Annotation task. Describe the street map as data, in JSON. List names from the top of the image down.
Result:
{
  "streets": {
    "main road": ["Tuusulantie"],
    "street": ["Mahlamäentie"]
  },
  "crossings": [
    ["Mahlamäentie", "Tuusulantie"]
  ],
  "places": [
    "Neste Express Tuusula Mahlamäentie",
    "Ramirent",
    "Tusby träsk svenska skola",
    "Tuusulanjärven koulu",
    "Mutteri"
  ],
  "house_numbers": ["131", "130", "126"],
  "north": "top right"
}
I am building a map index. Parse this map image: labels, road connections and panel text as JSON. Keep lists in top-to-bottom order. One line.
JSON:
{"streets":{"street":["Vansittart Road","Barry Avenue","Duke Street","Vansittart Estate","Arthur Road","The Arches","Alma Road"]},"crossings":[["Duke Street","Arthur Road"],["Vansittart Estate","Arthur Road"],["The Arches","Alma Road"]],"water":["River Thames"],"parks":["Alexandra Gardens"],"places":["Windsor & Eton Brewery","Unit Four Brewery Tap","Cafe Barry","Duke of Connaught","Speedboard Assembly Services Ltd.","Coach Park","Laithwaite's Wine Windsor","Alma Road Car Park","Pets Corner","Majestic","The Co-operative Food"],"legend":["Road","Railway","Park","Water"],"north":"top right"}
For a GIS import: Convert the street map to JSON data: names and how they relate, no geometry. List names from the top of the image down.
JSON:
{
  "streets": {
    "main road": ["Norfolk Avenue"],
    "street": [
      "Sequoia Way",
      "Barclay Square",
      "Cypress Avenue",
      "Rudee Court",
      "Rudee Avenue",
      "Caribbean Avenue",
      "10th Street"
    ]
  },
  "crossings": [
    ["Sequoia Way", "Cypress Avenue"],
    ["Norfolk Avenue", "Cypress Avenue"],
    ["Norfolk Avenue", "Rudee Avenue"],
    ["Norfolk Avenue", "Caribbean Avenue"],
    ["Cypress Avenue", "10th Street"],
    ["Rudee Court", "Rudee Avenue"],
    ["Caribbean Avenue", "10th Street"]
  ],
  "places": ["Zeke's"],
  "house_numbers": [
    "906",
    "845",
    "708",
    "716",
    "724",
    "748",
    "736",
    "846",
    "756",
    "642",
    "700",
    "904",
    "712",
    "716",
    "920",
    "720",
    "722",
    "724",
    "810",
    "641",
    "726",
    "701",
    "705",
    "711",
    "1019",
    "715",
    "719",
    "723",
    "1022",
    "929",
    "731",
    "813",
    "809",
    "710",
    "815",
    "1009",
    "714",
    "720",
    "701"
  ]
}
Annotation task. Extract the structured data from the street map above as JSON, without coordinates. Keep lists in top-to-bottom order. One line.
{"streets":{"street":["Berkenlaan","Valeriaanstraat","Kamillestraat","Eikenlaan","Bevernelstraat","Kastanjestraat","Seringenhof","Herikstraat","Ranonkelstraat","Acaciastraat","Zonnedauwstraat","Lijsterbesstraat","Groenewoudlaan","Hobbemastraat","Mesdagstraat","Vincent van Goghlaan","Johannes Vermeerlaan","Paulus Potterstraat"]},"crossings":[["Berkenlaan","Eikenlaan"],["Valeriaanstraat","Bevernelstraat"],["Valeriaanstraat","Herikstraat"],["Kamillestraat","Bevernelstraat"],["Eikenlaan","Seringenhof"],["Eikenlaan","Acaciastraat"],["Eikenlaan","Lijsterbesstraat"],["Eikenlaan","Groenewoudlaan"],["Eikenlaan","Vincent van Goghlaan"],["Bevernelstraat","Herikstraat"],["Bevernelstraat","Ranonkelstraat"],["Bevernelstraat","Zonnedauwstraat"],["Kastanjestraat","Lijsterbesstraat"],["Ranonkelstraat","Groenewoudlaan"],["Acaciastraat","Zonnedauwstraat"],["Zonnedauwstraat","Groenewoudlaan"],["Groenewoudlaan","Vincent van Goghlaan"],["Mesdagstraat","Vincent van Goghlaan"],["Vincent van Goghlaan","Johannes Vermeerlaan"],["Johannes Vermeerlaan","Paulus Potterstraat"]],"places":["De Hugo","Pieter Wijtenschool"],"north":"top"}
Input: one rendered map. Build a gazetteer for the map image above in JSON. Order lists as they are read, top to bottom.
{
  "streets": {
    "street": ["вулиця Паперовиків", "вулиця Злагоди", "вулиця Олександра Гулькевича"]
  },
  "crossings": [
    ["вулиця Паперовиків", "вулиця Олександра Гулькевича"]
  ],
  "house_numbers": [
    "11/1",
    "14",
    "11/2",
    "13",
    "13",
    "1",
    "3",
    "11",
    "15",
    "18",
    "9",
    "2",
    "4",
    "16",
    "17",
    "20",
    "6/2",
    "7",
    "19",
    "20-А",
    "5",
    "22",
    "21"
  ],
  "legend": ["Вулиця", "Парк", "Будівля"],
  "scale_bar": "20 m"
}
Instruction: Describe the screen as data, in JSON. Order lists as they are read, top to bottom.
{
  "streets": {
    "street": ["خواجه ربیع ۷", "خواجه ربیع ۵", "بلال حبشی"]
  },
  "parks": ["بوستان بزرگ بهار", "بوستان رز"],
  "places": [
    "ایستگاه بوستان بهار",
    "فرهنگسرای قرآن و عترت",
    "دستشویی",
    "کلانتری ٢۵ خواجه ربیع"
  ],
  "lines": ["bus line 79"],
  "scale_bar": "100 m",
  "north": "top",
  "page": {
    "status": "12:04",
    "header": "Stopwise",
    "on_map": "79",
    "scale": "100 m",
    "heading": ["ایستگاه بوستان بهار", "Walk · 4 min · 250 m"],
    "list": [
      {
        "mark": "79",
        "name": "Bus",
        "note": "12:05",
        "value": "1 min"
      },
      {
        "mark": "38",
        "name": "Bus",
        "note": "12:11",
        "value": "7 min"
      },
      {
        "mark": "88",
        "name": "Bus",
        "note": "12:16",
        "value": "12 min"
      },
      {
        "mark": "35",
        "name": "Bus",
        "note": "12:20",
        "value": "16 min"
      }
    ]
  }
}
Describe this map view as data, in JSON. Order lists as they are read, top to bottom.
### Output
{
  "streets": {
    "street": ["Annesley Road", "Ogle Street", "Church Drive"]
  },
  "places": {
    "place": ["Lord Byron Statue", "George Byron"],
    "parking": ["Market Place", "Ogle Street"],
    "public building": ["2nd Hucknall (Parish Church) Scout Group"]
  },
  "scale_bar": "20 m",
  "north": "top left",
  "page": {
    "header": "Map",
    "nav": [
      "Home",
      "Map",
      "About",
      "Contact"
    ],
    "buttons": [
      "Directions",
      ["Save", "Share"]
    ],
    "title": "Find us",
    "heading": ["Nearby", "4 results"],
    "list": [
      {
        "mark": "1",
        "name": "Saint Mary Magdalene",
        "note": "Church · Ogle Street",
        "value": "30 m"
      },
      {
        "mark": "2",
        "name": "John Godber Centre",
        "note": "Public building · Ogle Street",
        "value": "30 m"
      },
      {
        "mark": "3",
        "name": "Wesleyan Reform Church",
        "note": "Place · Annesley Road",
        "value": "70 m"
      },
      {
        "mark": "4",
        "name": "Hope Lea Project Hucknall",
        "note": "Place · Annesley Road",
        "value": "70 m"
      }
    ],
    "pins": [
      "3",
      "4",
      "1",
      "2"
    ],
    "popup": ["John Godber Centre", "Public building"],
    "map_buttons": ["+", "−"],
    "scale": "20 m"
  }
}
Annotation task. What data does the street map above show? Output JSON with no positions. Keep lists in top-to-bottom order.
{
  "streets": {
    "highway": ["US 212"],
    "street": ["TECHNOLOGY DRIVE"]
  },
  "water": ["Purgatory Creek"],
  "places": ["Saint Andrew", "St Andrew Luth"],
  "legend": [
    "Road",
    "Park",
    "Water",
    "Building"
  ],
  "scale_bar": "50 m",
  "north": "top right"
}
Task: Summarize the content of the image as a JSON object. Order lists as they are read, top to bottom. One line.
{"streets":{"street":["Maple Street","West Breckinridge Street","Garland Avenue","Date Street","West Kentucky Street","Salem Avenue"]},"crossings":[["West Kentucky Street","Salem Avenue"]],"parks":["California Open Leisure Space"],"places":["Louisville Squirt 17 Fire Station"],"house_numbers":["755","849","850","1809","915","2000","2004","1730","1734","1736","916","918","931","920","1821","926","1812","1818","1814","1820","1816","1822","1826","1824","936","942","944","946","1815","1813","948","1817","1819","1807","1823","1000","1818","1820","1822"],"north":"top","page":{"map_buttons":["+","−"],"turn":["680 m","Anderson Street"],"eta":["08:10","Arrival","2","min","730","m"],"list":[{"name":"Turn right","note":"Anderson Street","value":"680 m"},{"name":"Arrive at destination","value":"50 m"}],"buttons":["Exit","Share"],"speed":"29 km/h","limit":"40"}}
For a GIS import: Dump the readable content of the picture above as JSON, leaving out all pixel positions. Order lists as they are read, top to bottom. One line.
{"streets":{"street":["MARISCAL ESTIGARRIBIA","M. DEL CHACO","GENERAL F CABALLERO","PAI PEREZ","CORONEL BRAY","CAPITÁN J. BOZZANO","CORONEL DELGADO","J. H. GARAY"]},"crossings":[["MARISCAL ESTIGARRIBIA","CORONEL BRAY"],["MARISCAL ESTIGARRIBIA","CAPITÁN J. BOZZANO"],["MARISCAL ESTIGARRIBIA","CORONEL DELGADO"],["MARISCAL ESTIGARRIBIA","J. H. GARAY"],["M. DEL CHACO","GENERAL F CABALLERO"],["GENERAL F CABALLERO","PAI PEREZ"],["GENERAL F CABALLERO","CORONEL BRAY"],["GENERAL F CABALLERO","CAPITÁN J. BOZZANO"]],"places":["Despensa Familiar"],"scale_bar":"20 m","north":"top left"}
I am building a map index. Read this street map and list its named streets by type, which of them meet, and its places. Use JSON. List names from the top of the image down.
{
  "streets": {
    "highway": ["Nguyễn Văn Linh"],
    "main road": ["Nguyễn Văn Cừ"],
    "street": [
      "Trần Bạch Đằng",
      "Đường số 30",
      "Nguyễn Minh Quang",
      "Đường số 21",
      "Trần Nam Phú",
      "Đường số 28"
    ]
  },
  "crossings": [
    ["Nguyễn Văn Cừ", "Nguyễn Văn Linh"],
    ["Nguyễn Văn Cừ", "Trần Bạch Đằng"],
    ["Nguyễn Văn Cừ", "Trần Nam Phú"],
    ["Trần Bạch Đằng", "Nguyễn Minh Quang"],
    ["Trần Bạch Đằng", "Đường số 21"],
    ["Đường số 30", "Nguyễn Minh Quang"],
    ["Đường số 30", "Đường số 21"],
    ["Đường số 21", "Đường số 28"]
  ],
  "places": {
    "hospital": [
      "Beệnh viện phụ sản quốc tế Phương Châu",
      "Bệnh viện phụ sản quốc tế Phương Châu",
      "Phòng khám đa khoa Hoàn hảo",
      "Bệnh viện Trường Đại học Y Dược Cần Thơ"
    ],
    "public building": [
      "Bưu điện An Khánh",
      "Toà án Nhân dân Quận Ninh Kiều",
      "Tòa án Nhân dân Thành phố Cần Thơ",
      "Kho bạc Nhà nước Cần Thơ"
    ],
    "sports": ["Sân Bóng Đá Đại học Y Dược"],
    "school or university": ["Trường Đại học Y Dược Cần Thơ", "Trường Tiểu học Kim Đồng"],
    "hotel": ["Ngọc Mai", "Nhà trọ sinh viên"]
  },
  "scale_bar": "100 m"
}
_ _ _ _
*What the exercise asks:*
For every line of the material that holds the word "Court", make a copy.

*Exercise solution:*
      "Rudee Court",
    ["Rudee Court", "Rudee Avenue"],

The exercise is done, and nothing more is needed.